**SOURCE INFORMATION**
· · · ·

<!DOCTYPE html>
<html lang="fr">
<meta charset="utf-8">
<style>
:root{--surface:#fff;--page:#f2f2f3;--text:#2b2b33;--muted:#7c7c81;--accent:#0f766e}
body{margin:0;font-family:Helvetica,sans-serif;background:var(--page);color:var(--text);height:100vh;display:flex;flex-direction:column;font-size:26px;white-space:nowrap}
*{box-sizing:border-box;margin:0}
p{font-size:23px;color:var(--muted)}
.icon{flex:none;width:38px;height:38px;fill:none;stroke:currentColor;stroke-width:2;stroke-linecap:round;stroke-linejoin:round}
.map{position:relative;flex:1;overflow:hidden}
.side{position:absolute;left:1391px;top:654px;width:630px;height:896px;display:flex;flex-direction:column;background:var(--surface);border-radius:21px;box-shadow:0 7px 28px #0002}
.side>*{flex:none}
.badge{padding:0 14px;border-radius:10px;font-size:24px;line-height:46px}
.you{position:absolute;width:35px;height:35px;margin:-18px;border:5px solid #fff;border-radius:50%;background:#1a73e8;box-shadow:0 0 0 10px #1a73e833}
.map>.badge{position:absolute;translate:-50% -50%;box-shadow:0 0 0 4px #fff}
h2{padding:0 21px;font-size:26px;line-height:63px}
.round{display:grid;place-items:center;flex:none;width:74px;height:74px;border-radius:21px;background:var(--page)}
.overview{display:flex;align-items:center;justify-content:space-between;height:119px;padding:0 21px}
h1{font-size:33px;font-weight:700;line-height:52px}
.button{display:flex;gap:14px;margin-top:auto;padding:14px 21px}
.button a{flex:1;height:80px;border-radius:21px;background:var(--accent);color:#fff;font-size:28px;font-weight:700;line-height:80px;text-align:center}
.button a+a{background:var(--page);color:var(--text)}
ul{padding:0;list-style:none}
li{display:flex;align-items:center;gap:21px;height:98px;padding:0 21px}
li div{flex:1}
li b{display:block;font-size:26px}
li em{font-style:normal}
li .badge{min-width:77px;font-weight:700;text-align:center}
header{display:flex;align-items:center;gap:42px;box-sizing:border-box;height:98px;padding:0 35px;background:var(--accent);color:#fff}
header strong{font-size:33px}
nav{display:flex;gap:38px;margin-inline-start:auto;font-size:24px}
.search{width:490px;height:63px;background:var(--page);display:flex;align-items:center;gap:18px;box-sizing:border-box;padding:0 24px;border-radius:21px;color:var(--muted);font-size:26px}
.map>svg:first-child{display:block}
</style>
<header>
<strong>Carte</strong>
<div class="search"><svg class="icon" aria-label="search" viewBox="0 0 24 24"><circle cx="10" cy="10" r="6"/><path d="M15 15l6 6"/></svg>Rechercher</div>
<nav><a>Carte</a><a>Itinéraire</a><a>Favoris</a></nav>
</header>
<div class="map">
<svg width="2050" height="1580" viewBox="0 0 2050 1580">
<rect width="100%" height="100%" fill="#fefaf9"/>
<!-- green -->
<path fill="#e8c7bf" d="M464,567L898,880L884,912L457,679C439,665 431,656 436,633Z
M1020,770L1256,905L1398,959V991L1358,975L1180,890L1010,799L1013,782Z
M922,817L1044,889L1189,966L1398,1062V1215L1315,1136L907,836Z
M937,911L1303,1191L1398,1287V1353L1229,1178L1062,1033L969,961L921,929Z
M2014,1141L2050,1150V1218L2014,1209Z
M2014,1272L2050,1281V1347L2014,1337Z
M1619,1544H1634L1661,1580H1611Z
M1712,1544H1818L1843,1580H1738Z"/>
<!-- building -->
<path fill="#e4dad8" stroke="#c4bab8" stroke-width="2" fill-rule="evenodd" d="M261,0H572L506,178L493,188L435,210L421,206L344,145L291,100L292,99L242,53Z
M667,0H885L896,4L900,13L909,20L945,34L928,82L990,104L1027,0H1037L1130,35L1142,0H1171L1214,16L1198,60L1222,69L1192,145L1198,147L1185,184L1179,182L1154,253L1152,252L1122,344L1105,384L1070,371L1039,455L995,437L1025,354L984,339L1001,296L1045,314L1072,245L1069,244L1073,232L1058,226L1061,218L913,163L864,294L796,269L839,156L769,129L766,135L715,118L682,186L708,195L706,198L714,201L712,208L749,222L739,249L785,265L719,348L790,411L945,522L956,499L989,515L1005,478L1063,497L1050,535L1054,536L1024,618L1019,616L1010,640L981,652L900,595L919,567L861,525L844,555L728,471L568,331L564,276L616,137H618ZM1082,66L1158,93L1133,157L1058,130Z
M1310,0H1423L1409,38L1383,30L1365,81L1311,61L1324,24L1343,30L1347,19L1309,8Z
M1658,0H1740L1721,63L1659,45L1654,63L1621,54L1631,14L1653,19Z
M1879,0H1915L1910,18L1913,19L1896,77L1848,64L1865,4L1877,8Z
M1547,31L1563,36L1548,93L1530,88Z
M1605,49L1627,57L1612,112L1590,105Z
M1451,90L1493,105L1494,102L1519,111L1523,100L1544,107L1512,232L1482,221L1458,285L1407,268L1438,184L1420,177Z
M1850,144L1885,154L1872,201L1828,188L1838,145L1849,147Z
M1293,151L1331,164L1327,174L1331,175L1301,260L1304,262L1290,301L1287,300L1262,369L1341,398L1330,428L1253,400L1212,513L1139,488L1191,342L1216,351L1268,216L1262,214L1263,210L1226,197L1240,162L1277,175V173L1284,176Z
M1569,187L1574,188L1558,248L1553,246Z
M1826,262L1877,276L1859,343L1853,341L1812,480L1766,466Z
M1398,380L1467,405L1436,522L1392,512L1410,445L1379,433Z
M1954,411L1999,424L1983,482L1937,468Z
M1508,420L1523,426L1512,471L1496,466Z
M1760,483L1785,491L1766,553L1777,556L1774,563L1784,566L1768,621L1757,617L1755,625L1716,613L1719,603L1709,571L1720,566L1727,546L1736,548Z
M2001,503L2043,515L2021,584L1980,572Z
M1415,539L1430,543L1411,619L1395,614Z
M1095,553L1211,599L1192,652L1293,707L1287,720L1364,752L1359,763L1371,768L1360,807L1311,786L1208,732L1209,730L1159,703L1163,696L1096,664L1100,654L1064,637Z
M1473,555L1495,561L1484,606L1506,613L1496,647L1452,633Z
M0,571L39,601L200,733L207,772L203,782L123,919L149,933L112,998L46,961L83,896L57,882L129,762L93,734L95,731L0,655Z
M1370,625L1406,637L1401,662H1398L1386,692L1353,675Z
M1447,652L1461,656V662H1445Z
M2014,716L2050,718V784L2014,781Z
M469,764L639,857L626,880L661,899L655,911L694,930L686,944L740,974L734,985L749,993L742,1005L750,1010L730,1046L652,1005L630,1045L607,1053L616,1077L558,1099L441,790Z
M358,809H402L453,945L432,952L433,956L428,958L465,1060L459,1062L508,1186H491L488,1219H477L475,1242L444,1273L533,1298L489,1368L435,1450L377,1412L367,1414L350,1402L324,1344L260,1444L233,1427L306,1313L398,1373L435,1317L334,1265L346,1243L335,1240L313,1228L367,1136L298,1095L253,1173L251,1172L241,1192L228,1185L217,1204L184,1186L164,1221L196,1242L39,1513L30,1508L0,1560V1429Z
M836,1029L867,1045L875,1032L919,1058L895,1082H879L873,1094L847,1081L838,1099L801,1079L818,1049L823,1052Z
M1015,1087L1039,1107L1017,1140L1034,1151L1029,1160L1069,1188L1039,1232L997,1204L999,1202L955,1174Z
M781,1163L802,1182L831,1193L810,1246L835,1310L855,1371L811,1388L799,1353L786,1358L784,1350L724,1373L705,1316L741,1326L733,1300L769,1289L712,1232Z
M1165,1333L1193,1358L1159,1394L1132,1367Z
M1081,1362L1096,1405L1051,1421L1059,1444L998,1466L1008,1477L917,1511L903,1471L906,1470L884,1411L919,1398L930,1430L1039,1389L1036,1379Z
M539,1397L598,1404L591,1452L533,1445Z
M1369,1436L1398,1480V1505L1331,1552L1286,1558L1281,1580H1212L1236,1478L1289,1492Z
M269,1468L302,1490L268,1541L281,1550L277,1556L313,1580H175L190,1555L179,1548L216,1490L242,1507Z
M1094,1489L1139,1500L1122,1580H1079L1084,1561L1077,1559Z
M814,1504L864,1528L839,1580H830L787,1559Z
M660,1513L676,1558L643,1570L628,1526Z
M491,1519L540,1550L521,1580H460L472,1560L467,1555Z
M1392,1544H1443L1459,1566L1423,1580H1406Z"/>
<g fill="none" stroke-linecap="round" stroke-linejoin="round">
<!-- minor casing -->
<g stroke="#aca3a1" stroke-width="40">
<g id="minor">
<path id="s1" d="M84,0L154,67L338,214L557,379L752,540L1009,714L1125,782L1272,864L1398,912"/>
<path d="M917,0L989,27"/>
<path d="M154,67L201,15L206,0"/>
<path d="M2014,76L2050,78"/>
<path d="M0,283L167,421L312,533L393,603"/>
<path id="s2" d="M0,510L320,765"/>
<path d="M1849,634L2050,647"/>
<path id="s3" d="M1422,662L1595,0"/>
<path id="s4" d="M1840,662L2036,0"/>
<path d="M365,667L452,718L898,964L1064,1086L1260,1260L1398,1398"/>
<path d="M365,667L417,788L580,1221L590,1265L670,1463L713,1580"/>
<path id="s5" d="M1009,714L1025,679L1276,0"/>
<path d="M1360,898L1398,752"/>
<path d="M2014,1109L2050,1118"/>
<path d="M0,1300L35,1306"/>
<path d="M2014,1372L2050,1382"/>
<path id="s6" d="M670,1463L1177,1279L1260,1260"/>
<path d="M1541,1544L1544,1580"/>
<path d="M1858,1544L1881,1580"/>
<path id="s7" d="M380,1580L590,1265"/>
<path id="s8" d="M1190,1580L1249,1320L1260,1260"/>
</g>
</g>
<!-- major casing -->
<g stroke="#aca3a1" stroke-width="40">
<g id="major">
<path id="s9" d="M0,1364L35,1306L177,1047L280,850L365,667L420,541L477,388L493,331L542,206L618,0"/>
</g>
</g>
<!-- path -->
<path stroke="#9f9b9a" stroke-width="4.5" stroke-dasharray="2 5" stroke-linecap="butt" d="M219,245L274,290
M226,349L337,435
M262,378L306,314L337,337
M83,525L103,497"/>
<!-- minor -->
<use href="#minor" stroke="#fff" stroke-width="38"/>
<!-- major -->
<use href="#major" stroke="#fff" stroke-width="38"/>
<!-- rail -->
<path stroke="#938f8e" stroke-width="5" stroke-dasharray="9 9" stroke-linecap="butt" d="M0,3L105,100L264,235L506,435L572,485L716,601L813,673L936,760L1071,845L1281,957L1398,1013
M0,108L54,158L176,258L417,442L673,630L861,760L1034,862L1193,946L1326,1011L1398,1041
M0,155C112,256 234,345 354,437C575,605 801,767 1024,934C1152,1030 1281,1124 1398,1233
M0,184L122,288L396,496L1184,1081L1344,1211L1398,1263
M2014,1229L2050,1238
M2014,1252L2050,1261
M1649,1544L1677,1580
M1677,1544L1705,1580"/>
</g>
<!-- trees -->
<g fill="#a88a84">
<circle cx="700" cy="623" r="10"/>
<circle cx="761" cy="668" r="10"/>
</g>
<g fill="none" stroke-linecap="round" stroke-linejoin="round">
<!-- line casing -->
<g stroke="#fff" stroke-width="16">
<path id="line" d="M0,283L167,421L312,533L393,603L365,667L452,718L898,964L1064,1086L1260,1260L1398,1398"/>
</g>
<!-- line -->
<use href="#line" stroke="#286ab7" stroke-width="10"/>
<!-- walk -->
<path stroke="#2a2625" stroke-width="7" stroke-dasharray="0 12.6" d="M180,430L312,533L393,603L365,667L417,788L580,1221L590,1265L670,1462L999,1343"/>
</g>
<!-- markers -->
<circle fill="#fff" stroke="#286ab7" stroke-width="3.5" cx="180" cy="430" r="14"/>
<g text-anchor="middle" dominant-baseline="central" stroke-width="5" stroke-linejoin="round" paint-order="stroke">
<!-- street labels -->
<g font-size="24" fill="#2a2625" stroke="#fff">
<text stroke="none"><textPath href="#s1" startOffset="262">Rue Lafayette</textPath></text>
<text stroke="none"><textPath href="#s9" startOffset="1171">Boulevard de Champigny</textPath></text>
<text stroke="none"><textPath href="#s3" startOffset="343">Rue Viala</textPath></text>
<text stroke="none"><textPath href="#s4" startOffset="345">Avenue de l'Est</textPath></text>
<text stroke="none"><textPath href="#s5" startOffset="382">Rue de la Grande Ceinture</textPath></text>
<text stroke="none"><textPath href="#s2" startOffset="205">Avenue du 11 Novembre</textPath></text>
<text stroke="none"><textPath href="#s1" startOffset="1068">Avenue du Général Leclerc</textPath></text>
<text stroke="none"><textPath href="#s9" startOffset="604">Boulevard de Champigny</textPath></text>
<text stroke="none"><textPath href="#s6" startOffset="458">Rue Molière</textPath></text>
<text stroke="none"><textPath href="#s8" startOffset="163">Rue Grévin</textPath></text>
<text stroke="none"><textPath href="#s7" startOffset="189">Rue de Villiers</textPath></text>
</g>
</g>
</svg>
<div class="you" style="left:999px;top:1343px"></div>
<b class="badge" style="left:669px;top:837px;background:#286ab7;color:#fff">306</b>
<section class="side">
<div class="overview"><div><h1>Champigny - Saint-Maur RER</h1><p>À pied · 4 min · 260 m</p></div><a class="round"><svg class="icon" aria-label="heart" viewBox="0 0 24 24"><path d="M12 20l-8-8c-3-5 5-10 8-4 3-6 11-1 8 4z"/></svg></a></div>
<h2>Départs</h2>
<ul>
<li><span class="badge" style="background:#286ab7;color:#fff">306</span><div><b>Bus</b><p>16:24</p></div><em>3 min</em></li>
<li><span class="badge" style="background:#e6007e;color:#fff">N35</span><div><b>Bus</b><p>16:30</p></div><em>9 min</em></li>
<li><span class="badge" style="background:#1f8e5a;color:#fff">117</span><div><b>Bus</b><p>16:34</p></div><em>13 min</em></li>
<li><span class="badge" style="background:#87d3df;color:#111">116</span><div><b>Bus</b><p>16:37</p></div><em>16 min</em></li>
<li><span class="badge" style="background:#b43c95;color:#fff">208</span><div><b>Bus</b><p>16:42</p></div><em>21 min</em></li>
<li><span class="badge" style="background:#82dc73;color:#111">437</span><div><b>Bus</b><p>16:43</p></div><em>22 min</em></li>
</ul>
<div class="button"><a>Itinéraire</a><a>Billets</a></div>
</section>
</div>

· · · ·

**GOAL OF THE EXERCISE**
Each line above that includes "column" should be shown.

**RESULT FOR THIS TASK**
body{margin:0;font-family:Helvetica,sans-serif;background:var(--page);color:var(--text);height:100vh;display:flex;flex-direction:column;font-size:26px;white-space:nowrap}
.side{position:absolute;left:1391px;top:654px;width:630px;height:896px;display:flex;flex-direction:column;background:var(--surface);border-radius:21px;box-shadow:0 7px 28px #0002}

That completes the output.